An airborne microplastic sampling station at Kaitorete Spit in Canterbury, New Zealand. Image credits Alex Aves.

New research at the University of Canterbury, New Zealand, found that airborne microplastics reflect part of the sunlight incoming to the Earth’s surface, thus cooling down the climate. For now, this effect is extremely slight. However, as the quantity of microplastics in the air is bound to increase in the coming decades, this effect will grow in magnitude.

Plastmosphere

“Yes, we focussed on airborne microplastics,” Dr. Laura Revell, Senior Lecturer of Environmental Physics at the University of Canterbury and the paper’s corresponding author told ZME Science in an email. “These were first reported in Paris in 2015 and have since been reported in a range of urban and remote regions.”

“However, we believe that microplastics may be co-emitted from the ocean with sea spray, leading to the concept of the ‘plastic cycle’ i.e., microplastics might be carried with the winds over some distance, be deposited to land, get washed into a river, be transported into the ocean, and then re-enter the atmosphere.”

Microplastics are a growing environmental concern. They’re already present in soils, water, air, and their levels are steadily increasing. Some microplastics are produced directly, for items such as cosmetics, while others are the result of plastic items breaking down in landfills.

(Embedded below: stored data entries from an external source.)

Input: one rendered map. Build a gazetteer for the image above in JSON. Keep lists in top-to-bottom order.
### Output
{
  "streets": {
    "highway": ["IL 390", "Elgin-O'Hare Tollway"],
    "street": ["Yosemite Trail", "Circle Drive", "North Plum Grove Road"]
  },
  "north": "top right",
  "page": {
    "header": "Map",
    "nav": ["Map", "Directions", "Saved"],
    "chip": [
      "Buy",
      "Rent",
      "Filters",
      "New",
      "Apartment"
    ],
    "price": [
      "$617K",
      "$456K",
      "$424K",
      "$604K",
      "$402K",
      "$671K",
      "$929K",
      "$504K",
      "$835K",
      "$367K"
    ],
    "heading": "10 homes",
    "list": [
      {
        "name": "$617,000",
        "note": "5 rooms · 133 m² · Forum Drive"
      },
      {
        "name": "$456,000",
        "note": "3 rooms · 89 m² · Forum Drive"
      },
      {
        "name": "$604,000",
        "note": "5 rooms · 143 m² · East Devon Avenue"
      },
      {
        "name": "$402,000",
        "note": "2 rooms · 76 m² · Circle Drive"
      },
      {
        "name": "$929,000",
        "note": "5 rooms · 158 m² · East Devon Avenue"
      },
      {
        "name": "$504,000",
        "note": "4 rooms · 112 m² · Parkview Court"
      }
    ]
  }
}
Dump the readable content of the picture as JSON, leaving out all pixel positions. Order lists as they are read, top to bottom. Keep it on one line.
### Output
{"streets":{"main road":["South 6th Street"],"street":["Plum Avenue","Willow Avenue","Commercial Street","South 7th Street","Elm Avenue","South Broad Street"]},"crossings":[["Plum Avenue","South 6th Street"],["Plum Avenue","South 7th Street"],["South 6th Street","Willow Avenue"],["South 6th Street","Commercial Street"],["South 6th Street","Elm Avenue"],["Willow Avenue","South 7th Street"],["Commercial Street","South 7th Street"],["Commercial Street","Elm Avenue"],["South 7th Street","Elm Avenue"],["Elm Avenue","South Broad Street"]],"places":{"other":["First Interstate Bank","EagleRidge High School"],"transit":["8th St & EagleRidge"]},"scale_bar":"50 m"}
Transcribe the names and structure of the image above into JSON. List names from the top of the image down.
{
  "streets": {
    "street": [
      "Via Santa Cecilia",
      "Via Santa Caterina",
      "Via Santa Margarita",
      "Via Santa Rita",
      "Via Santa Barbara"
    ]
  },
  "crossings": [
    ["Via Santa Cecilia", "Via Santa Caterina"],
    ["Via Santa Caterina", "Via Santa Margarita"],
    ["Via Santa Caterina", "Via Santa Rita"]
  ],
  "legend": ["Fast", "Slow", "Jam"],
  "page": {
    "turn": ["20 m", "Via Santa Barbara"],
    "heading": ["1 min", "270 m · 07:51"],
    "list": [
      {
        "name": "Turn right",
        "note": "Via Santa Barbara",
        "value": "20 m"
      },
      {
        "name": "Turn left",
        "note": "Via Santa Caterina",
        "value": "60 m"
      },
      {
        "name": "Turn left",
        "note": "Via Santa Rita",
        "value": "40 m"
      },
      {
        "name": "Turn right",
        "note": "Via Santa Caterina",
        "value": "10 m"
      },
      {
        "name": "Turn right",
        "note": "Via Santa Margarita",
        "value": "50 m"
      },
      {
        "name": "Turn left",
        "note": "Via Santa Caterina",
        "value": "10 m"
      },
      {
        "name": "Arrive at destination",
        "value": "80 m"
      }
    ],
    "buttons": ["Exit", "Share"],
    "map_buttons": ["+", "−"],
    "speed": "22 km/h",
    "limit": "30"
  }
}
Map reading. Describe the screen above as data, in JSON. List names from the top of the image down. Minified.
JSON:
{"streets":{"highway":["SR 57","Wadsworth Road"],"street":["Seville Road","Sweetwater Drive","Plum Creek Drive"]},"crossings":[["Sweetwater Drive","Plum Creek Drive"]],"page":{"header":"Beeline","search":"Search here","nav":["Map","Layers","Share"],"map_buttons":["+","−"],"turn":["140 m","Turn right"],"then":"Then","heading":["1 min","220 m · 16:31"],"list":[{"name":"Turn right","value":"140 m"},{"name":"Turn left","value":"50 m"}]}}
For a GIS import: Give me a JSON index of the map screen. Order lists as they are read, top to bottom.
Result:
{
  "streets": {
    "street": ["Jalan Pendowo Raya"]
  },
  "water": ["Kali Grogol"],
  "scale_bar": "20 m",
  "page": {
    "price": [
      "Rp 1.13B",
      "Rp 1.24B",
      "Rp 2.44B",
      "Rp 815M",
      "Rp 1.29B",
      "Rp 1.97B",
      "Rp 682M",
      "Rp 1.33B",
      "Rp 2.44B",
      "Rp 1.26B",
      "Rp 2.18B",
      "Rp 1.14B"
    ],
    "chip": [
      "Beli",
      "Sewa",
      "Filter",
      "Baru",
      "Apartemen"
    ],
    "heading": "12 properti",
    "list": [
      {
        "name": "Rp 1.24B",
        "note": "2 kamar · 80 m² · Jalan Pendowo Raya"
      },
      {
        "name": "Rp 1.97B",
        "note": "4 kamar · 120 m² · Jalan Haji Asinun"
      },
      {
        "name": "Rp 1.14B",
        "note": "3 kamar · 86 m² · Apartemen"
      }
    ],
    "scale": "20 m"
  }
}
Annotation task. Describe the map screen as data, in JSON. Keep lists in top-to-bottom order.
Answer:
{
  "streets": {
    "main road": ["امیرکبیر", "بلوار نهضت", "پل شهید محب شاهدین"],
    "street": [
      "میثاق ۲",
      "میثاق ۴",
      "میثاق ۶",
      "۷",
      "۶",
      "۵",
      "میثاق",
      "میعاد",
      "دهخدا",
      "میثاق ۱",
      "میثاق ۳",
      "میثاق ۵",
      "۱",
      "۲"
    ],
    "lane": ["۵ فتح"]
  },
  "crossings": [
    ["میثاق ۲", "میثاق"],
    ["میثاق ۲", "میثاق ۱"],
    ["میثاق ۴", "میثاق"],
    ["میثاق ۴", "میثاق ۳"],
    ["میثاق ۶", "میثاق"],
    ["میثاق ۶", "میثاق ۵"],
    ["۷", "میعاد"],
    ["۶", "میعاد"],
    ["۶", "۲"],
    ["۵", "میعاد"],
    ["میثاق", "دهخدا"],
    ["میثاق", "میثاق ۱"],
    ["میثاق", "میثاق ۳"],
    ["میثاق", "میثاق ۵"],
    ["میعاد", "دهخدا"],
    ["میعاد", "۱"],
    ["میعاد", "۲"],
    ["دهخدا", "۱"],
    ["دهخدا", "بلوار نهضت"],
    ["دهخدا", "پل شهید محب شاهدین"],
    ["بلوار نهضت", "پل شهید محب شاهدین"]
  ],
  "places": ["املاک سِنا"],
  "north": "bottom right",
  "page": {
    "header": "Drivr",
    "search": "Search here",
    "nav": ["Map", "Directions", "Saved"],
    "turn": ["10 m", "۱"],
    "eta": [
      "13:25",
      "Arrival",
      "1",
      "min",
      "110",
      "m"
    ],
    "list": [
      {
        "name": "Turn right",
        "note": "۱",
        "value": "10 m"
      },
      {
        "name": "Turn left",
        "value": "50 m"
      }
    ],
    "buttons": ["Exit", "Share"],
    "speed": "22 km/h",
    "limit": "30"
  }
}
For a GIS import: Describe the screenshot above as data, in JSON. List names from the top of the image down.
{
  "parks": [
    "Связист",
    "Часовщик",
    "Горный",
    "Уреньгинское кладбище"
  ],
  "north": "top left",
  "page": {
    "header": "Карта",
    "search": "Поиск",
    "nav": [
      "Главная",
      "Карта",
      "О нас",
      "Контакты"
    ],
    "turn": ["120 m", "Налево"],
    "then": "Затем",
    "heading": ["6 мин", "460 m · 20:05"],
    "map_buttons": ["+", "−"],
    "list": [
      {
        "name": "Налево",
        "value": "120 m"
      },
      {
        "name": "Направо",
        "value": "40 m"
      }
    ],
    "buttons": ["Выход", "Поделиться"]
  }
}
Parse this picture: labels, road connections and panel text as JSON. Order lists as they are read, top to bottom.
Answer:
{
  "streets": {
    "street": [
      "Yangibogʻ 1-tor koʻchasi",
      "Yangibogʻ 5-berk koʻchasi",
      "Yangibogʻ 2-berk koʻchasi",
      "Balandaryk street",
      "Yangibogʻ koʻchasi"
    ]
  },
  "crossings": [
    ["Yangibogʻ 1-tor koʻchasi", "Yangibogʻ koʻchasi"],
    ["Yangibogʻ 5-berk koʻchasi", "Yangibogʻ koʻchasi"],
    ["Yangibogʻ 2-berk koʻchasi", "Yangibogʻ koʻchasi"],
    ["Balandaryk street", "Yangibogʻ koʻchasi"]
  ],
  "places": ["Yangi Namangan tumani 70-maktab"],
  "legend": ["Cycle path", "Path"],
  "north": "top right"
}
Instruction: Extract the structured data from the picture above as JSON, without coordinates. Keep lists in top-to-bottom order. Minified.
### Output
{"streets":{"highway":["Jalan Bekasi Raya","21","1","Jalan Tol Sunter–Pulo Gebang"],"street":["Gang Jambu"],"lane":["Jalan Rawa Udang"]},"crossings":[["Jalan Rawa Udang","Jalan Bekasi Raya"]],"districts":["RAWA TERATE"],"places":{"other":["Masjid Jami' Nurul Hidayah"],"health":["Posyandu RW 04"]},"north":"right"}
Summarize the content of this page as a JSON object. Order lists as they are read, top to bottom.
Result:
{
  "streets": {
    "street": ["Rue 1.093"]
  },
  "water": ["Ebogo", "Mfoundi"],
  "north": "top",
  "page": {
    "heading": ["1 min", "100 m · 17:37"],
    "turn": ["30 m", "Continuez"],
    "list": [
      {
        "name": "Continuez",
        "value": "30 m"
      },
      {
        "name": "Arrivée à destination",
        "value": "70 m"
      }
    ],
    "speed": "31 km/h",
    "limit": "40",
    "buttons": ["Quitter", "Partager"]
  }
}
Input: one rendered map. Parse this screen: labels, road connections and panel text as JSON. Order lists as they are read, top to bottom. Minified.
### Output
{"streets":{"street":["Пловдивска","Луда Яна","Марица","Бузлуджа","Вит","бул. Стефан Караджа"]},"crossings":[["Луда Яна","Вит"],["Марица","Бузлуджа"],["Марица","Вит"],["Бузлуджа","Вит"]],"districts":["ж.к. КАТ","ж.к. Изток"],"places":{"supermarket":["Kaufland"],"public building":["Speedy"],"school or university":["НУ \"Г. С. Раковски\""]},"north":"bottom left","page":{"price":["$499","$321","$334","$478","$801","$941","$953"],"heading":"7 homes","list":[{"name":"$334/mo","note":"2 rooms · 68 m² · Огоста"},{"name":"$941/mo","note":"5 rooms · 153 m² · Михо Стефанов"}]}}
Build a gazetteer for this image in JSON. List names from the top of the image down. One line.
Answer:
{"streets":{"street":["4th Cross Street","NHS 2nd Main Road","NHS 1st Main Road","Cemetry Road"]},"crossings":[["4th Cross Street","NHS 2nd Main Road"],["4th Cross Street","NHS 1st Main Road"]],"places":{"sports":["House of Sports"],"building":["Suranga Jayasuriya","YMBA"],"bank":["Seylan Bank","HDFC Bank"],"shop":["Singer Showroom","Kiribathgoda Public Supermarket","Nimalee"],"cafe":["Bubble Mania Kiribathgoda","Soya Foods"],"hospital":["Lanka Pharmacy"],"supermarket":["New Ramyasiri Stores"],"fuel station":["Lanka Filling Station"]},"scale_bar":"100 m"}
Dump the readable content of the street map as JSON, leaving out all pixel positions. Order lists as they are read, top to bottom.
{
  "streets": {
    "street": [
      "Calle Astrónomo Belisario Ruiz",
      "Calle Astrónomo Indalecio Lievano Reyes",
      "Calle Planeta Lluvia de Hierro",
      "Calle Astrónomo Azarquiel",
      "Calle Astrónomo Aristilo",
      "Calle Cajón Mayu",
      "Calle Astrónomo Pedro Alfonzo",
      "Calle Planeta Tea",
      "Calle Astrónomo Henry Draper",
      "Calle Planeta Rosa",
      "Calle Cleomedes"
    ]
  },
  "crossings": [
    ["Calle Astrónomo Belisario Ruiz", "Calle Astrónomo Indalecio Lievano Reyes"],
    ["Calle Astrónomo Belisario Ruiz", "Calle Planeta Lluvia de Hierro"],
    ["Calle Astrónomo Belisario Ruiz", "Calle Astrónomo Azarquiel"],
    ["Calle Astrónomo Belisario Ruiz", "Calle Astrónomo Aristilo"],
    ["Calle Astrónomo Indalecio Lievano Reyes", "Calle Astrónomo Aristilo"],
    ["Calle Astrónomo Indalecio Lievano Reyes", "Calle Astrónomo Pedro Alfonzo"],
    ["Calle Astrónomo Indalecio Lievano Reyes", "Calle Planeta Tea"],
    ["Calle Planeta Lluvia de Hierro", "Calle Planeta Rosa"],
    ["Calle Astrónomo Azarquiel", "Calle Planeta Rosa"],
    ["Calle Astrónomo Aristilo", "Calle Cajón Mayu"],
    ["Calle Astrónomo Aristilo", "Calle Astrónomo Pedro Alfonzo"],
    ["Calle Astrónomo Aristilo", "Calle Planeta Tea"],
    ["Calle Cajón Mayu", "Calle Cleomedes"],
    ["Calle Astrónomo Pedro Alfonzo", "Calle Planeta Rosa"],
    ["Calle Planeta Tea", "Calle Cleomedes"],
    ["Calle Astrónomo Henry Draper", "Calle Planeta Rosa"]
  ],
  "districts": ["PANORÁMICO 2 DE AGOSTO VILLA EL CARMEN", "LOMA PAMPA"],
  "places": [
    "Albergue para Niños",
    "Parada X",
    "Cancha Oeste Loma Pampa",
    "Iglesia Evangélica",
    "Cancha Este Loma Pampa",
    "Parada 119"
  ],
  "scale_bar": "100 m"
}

Due to their small size and weight, such particles can easily be picked up by winds and carried over immense distances. Large cities such as London or Beijing show huge concentrations of such particles, likely due to how much plastic is used within their boundaries.

That being said, we’re just beginning to understand their full impact as airborne contaminants. The present study helps further our understanding in this regard, by uncovering the interaction between these particles and the planet’s climate. According to the authors, this is the first time the direct effects of airborne microplastics on climate has been calculated.

Other airborne solutions (‘aerosols’) are known to have an effect on the Earth’s climate either by scattering or reflecting incoming sunlight back into space, cooling everything down, or by absorbing radiation on certain frequencies, which warms the planet up.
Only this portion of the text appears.